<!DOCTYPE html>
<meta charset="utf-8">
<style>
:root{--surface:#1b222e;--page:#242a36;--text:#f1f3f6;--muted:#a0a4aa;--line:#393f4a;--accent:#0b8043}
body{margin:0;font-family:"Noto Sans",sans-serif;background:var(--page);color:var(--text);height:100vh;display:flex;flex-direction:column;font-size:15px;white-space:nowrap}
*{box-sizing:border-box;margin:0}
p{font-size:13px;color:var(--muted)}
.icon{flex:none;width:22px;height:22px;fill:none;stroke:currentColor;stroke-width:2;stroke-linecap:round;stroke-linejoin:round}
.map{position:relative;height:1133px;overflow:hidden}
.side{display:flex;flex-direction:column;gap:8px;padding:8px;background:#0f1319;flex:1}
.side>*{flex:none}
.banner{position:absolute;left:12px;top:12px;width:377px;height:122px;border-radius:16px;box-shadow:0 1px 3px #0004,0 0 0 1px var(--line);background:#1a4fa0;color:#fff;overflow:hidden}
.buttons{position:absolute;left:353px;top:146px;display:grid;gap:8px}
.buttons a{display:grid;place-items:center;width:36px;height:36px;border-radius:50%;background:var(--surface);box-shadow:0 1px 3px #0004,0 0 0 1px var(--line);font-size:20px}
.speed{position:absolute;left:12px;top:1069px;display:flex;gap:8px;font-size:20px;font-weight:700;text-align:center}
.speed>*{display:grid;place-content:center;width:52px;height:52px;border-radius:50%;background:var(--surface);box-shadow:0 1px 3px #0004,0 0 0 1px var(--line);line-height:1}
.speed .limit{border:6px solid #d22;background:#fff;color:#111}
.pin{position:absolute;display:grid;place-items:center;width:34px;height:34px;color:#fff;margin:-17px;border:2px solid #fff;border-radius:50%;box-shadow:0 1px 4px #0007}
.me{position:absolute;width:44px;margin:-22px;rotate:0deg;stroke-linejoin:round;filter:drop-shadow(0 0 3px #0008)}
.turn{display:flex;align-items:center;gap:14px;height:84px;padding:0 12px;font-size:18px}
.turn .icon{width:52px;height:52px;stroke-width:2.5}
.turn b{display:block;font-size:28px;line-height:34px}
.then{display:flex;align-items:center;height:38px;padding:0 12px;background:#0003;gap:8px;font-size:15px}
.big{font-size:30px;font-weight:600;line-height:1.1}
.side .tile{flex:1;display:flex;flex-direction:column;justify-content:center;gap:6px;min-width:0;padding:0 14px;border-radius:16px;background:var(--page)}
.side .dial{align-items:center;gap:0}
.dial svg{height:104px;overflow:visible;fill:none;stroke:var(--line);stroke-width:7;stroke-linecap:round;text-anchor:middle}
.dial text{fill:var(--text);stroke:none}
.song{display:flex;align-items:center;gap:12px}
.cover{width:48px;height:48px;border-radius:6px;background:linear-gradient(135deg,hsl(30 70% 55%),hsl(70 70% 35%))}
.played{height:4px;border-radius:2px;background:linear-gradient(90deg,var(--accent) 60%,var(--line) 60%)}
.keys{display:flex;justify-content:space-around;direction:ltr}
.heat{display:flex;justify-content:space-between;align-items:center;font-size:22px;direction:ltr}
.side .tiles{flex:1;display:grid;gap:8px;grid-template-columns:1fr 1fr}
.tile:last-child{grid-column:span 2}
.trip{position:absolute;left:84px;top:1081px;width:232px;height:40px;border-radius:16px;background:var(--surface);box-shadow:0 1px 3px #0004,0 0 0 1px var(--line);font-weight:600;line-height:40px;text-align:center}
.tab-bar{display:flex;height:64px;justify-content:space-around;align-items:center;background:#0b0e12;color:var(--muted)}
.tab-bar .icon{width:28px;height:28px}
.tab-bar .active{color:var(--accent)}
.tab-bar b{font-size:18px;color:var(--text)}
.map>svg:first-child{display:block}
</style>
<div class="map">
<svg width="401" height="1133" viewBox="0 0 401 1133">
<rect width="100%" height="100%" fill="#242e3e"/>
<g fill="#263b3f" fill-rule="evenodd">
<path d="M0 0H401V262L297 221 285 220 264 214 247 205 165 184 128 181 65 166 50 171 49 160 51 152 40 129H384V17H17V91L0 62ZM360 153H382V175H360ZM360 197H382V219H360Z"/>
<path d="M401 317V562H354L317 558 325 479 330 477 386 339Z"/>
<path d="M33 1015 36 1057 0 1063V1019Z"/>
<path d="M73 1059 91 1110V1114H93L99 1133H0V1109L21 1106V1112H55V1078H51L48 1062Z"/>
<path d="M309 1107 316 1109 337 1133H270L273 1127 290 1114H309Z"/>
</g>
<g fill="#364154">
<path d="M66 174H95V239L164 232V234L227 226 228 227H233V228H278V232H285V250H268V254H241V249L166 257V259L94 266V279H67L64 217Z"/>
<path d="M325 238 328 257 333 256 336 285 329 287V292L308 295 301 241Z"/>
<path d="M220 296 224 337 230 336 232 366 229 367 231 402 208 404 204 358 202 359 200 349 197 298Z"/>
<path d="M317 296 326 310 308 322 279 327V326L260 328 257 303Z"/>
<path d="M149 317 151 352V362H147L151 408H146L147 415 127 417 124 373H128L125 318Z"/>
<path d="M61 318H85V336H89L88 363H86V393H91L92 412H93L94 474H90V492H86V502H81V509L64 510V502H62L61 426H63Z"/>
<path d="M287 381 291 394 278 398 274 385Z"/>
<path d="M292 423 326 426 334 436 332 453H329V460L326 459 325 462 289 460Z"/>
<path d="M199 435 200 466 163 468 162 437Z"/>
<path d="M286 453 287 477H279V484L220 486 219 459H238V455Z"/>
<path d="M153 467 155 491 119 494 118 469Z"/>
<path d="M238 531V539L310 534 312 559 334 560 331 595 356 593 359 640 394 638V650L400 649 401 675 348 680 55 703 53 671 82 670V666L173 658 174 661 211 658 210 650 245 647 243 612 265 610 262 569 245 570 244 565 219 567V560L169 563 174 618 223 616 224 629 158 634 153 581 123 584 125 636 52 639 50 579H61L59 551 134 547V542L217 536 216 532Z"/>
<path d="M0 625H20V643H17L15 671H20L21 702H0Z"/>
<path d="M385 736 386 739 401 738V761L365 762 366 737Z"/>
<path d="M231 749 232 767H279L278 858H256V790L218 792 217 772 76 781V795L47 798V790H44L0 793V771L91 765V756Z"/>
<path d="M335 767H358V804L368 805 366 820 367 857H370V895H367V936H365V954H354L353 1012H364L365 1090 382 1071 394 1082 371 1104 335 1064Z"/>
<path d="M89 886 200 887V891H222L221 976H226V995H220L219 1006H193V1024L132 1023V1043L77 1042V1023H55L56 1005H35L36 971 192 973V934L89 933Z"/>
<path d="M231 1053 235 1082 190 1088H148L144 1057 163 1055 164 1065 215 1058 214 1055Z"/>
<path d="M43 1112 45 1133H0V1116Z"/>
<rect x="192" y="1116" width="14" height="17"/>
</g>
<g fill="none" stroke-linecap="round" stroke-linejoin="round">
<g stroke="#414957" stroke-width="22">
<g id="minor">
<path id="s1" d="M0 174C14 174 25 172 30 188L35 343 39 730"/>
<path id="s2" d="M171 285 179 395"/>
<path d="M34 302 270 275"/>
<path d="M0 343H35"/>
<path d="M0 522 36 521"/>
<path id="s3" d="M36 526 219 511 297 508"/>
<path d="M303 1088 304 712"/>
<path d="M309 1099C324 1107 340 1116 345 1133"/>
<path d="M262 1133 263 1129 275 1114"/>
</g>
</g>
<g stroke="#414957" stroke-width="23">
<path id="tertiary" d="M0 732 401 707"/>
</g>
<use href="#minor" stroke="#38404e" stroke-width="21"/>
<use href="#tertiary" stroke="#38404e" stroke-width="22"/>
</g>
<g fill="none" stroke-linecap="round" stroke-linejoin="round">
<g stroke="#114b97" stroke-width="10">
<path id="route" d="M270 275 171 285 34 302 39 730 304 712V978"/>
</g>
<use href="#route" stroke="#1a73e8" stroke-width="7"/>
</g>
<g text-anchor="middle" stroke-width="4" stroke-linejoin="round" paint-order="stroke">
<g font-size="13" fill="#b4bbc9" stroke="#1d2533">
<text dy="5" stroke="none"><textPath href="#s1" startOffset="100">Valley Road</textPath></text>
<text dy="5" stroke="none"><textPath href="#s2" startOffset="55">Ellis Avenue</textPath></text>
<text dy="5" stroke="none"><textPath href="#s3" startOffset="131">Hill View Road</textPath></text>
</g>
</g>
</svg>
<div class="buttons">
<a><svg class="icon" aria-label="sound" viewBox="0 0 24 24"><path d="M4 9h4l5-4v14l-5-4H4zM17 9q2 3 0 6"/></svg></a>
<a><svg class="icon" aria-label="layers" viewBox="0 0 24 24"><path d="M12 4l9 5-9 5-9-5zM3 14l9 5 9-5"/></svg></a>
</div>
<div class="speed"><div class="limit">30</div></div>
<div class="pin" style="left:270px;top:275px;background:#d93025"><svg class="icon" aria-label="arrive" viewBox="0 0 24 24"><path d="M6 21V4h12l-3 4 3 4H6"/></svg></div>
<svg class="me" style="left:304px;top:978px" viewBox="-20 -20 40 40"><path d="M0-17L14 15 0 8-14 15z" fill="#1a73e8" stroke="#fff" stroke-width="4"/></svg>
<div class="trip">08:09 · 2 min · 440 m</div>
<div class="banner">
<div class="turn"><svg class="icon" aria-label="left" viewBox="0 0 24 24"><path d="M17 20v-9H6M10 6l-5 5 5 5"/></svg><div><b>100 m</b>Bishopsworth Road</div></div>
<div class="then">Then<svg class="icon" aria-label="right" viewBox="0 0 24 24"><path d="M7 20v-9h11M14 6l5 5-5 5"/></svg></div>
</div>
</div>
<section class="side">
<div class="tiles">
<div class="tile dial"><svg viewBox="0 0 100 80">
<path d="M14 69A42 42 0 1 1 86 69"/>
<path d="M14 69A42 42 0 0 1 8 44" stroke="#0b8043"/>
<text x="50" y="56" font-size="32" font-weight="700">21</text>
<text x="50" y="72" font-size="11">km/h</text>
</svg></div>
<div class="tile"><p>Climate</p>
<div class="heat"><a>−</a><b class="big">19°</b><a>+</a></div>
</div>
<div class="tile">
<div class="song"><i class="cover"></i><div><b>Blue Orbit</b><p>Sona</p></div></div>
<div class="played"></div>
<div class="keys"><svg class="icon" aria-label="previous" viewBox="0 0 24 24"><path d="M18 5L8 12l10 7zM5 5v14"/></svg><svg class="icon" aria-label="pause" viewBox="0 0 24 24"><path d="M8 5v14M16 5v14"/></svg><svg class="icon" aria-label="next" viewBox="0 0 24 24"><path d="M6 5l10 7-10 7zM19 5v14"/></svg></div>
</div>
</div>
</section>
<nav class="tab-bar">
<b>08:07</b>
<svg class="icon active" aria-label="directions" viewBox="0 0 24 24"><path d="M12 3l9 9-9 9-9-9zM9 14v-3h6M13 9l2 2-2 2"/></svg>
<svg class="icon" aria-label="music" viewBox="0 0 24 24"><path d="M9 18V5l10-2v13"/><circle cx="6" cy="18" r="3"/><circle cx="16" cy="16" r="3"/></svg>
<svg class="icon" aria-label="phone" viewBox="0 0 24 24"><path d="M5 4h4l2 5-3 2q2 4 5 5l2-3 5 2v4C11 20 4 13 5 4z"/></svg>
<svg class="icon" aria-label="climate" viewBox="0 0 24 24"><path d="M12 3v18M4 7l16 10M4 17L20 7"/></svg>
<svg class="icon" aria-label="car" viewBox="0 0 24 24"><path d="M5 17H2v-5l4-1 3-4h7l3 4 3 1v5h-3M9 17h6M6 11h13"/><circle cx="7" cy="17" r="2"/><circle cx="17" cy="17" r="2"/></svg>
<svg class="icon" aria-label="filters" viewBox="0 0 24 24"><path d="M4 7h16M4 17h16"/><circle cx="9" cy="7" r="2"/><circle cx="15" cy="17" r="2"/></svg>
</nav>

▬▬▬

→ What to work on: Copy out each line of the material that holds the word "cover".

→ Exercise response:
.cover{width:48px;height:48px;border-radius:6px;background:linear-gradient(135deg,hsl(30 70% 55%),hsl(70 70% 35%))}
<div class="song"><i class="cover"></i><div><b>Blue Orbit</b><p>Sona</p></div></div>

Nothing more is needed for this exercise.